Voice Generation (Step 6: Narration & Dialogue)
Model: gemini-3.1-flash-tts-preview via genmedia-voice generate
- Voice selection TBD after character profiles are finalized
- Narrator voice: Need dry, clinical, measured — candidates: Fenrir (authoritative, measured), Enceladus, or Schedar. Will audition in Step 3.
- Bellhop voice: Need uptight, precise — shorter lines
- Inspector voice: Need pompous, clipped — brief appearances only
- 800-char limit per call — split longer narration passages
Music Generation (Step 6: Score)
Primary: lyria-3-pro-preview (Lyria 3 Pro)
- ~2:30 duration — sufficient for full musical arc segments
- Use for: Main score (quirky plucked strings / glockenspiel motif per editor’s musical arc)
Secondary: lyria-3-clip-preview (Lyria 3 Clip)

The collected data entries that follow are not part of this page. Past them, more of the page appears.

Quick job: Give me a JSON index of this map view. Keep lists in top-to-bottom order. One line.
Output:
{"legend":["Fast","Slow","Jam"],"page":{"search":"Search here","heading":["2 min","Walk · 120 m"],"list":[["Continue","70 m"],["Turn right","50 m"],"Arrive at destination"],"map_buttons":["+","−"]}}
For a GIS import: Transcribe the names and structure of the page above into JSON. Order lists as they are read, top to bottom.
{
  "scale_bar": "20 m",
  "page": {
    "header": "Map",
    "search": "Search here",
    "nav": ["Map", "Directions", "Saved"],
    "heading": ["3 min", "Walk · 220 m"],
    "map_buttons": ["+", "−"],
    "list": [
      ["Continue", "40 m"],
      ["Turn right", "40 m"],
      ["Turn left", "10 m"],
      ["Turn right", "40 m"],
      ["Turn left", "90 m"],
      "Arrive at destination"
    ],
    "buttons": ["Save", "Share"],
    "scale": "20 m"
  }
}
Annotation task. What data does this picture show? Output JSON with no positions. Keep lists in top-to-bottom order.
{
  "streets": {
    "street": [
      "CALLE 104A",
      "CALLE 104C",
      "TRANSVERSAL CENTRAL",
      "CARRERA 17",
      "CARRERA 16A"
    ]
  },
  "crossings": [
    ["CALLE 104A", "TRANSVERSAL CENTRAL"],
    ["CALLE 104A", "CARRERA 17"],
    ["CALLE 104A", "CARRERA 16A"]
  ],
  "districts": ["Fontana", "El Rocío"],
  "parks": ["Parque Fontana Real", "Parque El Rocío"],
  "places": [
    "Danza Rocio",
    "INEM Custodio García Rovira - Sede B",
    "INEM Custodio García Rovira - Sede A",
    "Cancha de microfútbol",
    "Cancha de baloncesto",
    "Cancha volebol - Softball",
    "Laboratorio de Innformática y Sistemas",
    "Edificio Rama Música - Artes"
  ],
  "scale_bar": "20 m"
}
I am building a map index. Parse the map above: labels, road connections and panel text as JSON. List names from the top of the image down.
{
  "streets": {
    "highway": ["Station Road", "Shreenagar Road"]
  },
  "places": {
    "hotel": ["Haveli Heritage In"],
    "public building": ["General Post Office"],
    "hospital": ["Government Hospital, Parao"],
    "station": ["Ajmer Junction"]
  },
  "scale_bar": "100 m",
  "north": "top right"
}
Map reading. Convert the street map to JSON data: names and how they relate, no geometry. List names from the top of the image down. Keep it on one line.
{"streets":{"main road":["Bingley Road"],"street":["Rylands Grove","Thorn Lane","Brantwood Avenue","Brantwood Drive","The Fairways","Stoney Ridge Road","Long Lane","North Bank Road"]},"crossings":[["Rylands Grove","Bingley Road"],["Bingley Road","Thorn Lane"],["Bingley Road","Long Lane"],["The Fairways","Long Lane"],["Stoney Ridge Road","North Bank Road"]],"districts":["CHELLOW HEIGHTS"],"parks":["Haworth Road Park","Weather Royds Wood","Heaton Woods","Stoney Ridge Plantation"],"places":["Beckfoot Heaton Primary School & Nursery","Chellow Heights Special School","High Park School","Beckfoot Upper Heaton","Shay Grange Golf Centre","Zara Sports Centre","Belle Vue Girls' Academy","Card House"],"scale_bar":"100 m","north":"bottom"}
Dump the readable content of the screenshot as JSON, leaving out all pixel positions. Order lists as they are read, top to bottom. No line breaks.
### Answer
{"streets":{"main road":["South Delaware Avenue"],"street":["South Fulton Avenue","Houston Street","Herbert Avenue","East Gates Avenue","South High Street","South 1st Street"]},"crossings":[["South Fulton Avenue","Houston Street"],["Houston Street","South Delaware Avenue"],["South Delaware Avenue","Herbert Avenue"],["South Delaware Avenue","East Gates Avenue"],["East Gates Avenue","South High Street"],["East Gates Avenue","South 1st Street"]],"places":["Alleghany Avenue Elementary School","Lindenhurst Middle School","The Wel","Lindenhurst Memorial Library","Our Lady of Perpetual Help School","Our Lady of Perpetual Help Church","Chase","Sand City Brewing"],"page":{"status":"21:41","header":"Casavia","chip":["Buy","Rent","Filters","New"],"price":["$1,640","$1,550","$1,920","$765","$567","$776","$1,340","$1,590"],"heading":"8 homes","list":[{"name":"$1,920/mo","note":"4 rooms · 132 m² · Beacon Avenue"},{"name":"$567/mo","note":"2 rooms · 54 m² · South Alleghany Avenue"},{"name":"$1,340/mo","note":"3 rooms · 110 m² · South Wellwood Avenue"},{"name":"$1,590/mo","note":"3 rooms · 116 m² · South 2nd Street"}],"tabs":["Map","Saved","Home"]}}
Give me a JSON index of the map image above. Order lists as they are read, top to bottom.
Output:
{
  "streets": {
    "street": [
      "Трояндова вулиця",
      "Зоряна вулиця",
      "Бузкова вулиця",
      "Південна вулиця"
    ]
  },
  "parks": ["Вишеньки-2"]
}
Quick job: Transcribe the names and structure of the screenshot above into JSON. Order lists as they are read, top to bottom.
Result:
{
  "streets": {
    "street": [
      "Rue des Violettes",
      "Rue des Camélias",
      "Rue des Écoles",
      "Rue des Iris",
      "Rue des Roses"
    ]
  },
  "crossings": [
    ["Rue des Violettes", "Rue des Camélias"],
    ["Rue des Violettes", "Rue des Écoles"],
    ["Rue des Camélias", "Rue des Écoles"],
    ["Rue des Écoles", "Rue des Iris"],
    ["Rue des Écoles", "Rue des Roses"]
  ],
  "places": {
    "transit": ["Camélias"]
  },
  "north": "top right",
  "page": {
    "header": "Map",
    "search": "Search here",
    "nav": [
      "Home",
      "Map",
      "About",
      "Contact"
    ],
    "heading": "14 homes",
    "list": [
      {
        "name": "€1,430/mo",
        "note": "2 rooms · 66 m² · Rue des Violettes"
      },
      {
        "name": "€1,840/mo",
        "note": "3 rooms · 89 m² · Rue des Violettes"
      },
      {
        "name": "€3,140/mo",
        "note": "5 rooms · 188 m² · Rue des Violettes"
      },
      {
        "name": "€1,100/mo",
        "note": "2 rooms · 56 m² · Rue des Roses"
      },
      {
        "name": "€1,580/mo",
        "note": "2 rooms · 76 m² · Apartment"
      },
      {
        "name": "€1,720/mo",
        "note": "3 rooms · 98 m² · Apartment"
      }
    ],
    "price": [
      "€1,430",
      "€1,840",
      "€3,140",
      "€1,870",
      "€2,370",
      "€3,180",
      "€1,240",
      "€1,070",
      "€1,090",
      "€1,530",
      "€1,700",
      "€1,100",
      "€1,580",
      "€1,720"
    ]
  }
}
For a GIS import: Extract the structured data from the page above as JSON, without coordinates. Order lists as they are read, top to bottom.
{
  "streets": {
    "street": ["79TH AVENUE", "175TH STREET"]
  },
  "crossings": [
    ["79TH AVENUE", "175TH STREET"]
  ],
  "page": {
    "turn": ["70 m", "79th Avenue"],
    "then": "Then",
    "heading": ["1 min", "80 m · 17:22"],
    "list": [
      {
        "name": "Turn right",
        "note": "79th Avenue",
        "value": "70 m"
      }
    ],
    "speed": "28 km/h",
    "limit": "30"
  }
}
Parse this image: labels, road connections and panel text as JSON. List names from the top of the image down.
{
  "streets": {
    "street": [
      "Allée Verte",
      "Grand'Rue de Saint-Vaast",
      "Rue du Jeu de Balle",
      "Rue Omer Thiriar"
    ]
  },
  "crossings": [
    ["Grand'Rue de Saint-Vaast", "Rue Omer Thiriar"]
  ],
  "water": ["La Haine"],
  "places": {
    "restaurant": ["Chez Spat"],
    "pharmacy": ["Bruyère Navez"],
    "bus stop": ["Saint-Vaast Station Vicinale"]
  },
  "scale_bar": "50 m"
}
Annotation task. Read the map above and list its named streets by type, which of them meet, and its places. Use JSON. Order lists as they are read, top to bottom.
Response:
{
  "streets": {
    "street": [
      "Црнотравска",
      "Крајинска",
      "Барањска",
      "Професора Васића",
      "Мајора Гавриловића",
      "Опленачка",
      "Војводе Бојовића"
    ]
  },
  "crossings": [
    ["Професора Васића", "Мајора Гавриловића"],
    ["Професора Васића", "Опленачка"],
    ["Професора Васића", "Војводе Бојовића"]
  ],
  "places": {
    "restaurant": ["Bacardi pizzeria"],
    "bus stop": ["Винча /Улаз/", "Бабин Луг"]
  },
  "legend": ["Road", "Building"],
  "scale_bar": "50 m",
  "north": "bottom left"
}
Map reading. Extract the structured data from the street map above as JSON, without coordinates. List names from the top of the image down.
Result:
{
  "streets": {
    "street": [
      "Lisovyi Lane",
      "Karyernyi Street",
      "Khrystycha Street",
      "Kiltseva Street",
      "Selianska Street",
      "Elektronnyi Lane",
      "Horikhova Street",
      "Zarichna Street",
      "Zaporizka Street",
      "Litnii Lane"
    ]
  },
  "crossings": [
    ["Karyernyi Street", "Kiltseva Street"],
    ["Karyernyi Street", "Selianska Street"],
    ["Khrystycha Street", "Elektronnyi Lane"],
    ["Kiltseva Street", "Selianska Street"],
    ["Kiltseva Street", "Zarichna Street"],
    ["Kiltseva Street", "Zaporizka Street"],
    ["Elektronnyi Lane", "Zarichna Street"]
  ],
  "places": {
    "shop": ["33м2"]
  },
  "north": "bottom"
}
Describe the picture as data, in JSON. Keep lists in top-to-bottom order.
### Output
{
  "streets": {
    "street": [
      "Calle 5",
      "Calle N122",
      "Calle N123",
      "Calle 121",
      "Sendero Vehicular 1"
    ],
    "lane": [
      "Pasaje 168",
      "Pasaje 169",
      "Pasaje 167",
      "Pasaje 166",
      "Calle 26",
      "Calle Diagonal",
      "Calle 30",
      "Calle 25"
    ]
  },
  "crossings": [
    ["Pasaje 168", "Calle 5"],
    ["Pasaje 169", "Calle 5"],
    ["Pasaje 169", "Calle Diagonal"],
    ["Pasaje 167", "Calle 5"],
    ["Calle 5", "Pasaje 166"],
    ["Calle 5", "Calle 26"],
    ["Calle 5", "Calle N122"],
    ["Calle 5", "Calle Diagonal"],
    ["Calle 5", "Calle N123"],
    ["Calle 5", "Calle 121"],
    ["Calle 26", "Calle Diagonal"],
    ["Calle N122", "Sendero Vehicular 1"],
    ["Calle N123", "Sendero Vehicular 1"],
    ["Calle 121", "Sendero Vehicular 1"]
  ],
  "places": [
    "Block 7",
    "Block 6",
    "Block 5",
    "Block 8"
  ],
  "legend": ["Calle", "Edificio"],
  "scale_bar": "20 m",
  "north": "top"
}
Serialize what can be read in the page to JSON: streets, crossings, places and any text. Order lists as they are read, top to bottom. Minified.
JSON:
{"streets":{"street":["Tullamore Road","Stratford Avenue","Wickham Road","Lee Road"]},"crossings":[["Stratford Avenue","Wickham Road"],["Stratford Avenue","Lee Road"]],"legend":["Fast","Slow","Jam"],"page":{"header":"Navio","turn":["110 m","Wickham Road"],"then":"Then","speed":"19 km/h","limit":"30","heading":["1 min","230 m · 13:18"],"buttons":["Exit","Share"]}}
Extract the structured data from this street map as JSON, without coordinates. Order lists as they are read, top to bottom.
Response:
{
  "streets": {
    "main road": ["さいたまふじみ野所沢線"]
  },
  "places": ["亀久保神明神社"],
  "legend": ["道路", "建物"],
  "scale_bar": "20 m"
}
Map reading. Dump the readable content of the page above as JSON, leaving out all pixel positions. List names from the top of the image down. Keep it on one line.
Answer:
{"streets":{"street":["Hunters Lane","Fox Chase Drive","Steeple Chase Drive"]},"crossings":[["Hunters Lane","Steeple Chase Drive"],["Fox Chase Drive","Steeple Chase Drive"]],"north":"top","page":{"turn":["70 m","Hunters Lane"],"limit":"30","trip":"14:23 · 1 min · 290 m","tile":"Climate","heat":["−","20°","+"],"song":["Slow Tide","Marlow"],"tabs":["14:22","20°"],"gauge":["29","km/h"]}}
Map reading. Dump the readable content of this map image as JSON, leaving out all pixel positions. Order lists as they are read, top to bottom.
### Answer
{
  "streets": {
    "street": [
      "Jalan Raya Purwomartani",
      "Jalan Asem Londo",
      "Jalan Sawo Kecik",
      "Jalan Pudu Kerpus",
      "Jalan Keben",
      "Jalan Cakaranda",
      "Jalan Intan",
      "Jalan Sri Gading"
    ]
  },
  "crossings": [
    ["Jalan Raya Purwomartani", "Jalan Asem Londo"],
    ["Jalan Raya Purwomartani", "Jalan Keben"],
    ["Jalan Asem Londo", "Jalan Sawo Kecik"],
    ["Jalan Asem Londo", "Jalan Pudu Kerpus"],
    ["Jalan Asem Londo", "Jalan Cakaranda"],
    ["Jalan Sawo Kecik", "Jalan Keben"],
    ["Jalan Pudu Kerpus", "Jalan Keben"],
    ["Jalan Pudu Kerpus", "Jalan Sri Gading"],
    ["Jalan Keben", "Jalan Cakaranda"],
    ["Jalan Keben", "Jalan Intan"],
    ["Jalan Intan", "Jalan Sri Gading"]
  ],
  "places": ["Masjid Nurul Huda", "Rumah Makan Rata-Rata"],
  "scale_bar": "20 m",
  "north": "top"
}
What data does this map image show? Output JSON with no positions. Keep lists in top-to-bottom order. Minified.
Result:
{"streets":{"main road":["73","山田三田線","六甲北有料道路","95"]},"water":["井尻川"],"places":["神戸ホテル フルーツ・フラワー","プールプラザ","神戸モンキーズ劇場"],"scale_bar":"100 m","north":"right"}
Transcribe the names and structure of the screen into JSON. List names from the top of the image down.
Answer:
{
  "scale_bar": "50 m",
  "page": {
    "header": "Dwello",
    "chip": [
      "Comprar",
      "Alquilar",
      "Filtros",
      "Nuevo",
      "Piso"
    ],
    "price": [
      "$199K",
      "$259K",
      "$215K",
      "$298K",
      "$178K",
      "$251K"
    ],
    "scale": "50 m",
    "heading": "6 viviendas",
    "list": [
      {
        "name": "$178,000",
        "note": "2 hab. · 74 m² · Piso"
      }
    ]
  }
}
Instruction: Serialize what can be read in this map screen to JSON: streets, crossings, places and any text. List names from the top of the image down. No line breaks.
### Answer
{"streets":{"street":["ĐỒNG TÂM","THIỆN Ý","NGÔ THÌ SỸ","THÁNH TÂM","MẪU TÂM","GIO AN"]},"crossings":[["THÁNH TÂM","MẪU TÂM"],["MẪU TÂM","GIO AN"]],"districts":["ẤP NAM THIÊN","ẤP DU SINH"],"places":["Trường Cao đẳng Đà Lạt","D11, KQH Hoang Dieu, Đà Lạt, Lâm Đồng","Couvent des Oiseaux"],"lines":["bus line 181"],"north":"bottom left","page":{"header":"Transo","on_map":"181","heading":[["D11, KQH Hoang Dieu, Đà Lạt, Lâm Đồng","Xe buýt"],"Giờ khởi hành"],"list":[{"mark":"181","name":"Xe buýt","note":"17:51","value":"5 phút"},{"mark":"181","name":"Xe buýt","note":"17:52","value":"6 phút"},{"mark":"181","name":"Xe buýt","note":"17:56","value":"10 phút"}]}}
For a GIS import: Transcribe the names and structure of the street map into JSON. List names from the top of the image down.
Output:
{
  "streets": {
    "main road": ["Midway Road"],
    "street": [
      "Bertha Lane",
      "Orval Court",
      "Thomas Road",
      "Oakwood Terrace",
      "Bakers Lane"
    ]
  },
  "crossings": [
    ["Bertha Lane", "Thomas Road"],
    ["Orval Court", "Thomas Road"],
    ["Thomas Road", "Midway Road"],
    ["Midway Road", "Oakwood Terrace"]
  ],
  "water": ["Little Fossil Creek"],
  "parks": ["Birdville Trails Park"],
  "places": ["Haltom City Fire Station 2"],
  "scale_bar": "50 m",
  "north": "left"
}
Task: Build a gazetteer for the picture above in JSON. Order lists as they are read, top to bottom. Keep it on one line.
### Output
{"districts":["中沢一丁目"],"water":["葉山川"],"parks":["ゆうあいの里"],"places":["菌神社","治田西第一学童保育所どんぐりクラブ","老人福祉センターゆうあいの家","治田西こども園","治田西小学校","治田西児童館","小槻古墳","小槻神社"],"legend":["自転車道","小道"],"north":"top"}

- ~30s clips — use for specific SFX stingers or bridge cues
Wes Anderson Prompt DNA
Every image and video prompt MUST include these Tone Anchor keywords (pending final Tone Contract from rho-idea, these are my technical recommendations):
Wes Anderson style, meticulous symmetry, centered composition,
pastel color palette, flat wide-angle lens, locked tripod shot,
warm soft lighting, whimsical, deadpan, precise staging
Anti-Drift Keywords (Genre Counterbalance)
Models will try to make this dramatic/moody. Fight it with:
bright even lighting, NO shadows, NO dramatic contrast,
NO cinematic depth of field, flat perspective,
saturated pastels, theatrical staging, comedy
Ferret-Specific Prompts
To combat anthropomorphism bias:
realistic white ferret, no cartoon features, no googly eyes,
natural animal proportions, literal ferret behavior
Reference Budget Strategy (Per Shot Type)
| Shot Type | Ref 1 | Ref 2 | Ref 3 |
|---|---|---|---|
| Bellhop solo | bellhop_sheet.png | hotel_setting.png | (available) |
| Ferret solo | ferret_sheet.png | hotel_setting.png | (available) |
| Aftermath/environment | hotel_setting.png | (available) | (available) |
| Bellhop + Inspector | bellhop_sheet.png | inspector_sheet.png | hotel_setting.png |
| Insert (bell, clock, ledger) | object_ref.png | hotel_setting.png | (available) |
Budget is comfortable for every shot type. Never exceeds 3.
Production Efficiency Notes
- Python orchestration — all batch generation scripts will use
/workspace/tools/genmedia.pywrapper, never raw bash loops (quote-safe prompts with special characters). - Overhang Principle — every shot generated with +4s (2s pre-roll + 2s post-roll) for trim flexibility.
- QA Helper delegation — batch generation execution and verify-dailies checks will be delegated to a qa-helper agent per the Rule of 10.
- Skip-existing — all scripts use
skip_existing=True(default) for safe re-runs after partial failures. - Shot manifest —
shot-manifest.jsongenerated alongside principal photography scripts for verify-dailies gate.